Image: ‘About Us’ page of The National Audubon Society. The Audubon ‘About Us’ page has 12 helpful sections to help visitors easily find what they want.
Despite various ‘expert’ comments that website use is fading in this era of social media and mobile technology, websites are still a vital source of information. When building or running websites, recent usability studies by the Nielsen Norman Group indicate you engage users best by crafting key information in your About Us pages. This might seem obvious, but many organizations still don’t understand its importance.
Research findings show new visitors to your website are strongly influenced by the About Us page – more strongly than you might expect. After the home page, the About Us page is probably the most important point in a website for a visitor, consistent with the concept of the primacy effect and the recency effect, in which people remember the first and last things best in a list of any items or pages.
Helpful, well-written summaries in key About Us pages will increase perceptions of transparency and trust about your organization.
Site visitors make first-impressions very quickly – and they move on if they feel you are not worth the effort. The lesson is to give a good overview of your organization in these pages – in the summary/intro area of all main pages in addition to the About Us area in the home page.
Visitors need to read highlights they can absorb in a glance. Concise summaries at the top of each main page are appealing because they provide context and reduce the amount of effort required to click through layers of content. Forcing people to work hard turns them off. Vague generic statements, and platitudes and clichés are equally unacceptable for an About Us page.
For instance, the About Us page of billion-dollar pharmaceutical company AbbVie starts with a sweeping single paragraph:
The text continues to give not the slightest hint as to what those health issues may be, what AbbVie actually does, its head office location or development. Only by scrolling down several screen pages do we find that Abbvie was hived off from parent company Abbott in 2013. No background explanation of why that billion-dollar decision was made.
And at the end of the introductory section, they give a three-sentence ‘history’:
Information to include on your ‘About Us’ page
An ‘About Us’ or ‘About [the name of your organization]’ page should give concise summary information (but not just repeating info posted elsewhere in your website). A suitable word count would be around 300-500 words, so readers won’t be overwhelmed by the volume of info. Obviously, if you are a small or medium business, the content on your About us page can be adapted to suit. Overall, the page should represent your organization to strangers – you should put yourselves metaphorically in the shoes of a visitor and offer them a snapshot of your organization. Include where appropriate:
- What your organization does, with a value proposition above the fold (top half of the web page, visible without scrolling down the page)
- organizational vision, mission and goals – with tight descriptions and perhaps links to these topics on separate pages.
- Broad structure, if applicable.
- Names and titles of senior executives – these could highlight relevant skills and experience in providing value to your customers. (To keep the page concise, you may want to provide a link about those key people posted on another page).
- Brief summary of products and operating locations.
- Imagery such as photos of products and the CEO/chairperson/founder or equivalent. Videos are useful here as well. Try to minimize stock photos in this page. Apparently genuine images of operations, employees, products, etc increase page conversions significantly.
- Succinct summary of your most recent financial results or operating performance.
- Short chronology of the organizational history and key milestones – such as how the founder/s were inspired to start the business, obstacles that were overcome, and other info that reveals more human interest elements than would be on other pages.
- Testimonials and positive reviews – you can very briefly quote. They increase sales and trust.
- Up-to-date contact information, especially your telephone number, and email address of a live person or job title. It looks evasive when these details aren’t shown.
- Your organizational ethics policy. If that is too long to include in full, provide a sentence or two overview and link to an ethics page.
- Include a call-to-action towards the end of the page, because this can increase conversions significantly.
Don’t use fancy names like Info Center or put the information anywhere except the home page. This only makes it harder for a visitor to access the information they are seeking. The New York Times ‘Company’ page, below, is a good example of this.
An easy-to-find About us page is essential for journalists. If you don’t have a separate area for the media, they will visit your About us page instead, or they will visit it regardless.

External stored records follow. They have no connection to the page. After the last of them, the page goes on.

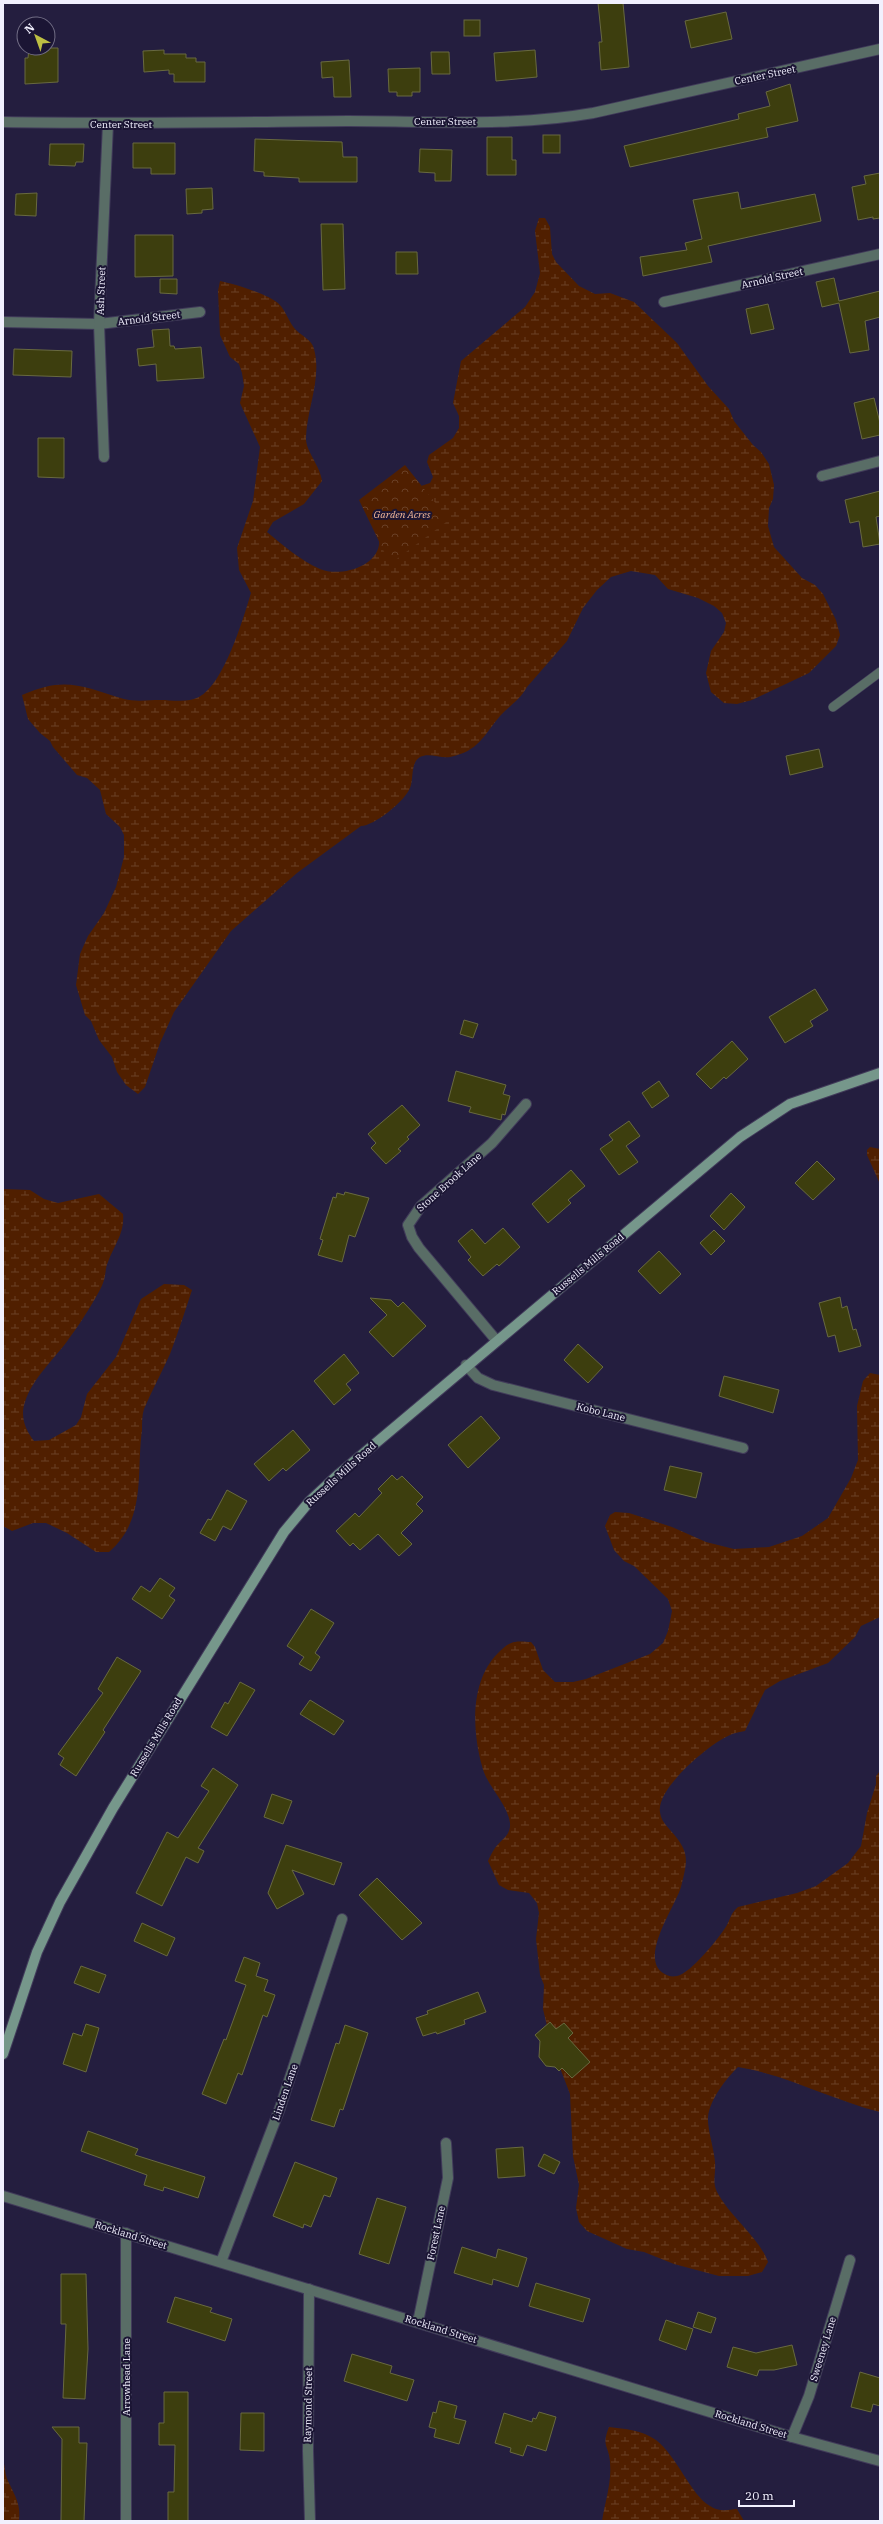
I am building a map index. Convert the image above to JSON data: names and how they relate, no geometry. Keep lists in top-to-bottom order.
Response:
{
  "streets": {
    "main road": ["Russells Mills Road"],
    "street": [
      "Center Street",
      "Arnold Street",
      "Ash Street",
      "Stone Brook Lane",
      "Kobo Lane",
      "Linden Lane",
      "Forest Lane",
      "Rockland Street",
      "Sweeney Lane",
      "Arrowhead Lane",
      "Raymond Street"
    ]
  },
  "crossings": [
    ["Center Street", "Ash Street"],
    ["Arnold Street", "Ash Street"],
    ["Stone Brook Lane", "Russells Mills Road"],
    ["Russells Mills Road", "Kobo Lane"],
    ["Linden Lane", "Rockland Street"],
    ["Forest Lane", "Rockland Street"],
    ["Rockland Street", "Sweeney Lane"],
    ["Rockland Street", "Arrowhead Lane"],
    ["Rockland Street", "Raymond Street"]
  ],
  "parks": ["Garden Acres"],
  "scale_bar": "20 m",
  "north": "top left"
}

Make sure the essential information is accessible on your About us page, especially the contact information. Some large organizations merely give an email address for inquiries. This looks evasive. If your telephone number is not supplied, it gives visitors the impression that you are making it difficult for current and potential customers to speak to a live person and thereby dodging accountability for your products and services. If the organization is in a different time zone, lack of quick contact may become a problem. Government websites are also common offenders.
If your corporate information is hard to find or is out of date, visitors are likely to go to straight to a competitor’s website.
Why not conduct a quick usability check of your website to see how accessible your About us area, or its equivalent, is? Look for the name of your CEO, check your corporate telephone number and email address, and find your organization’s operating philosophy.
Below image: The New York Times About Us [‘Company’] page. The information is spread over a wide area in width and depth. Not clear why the page is designed this way, but it leaves vast open spaces on the page, which don’t appear to be good use of design.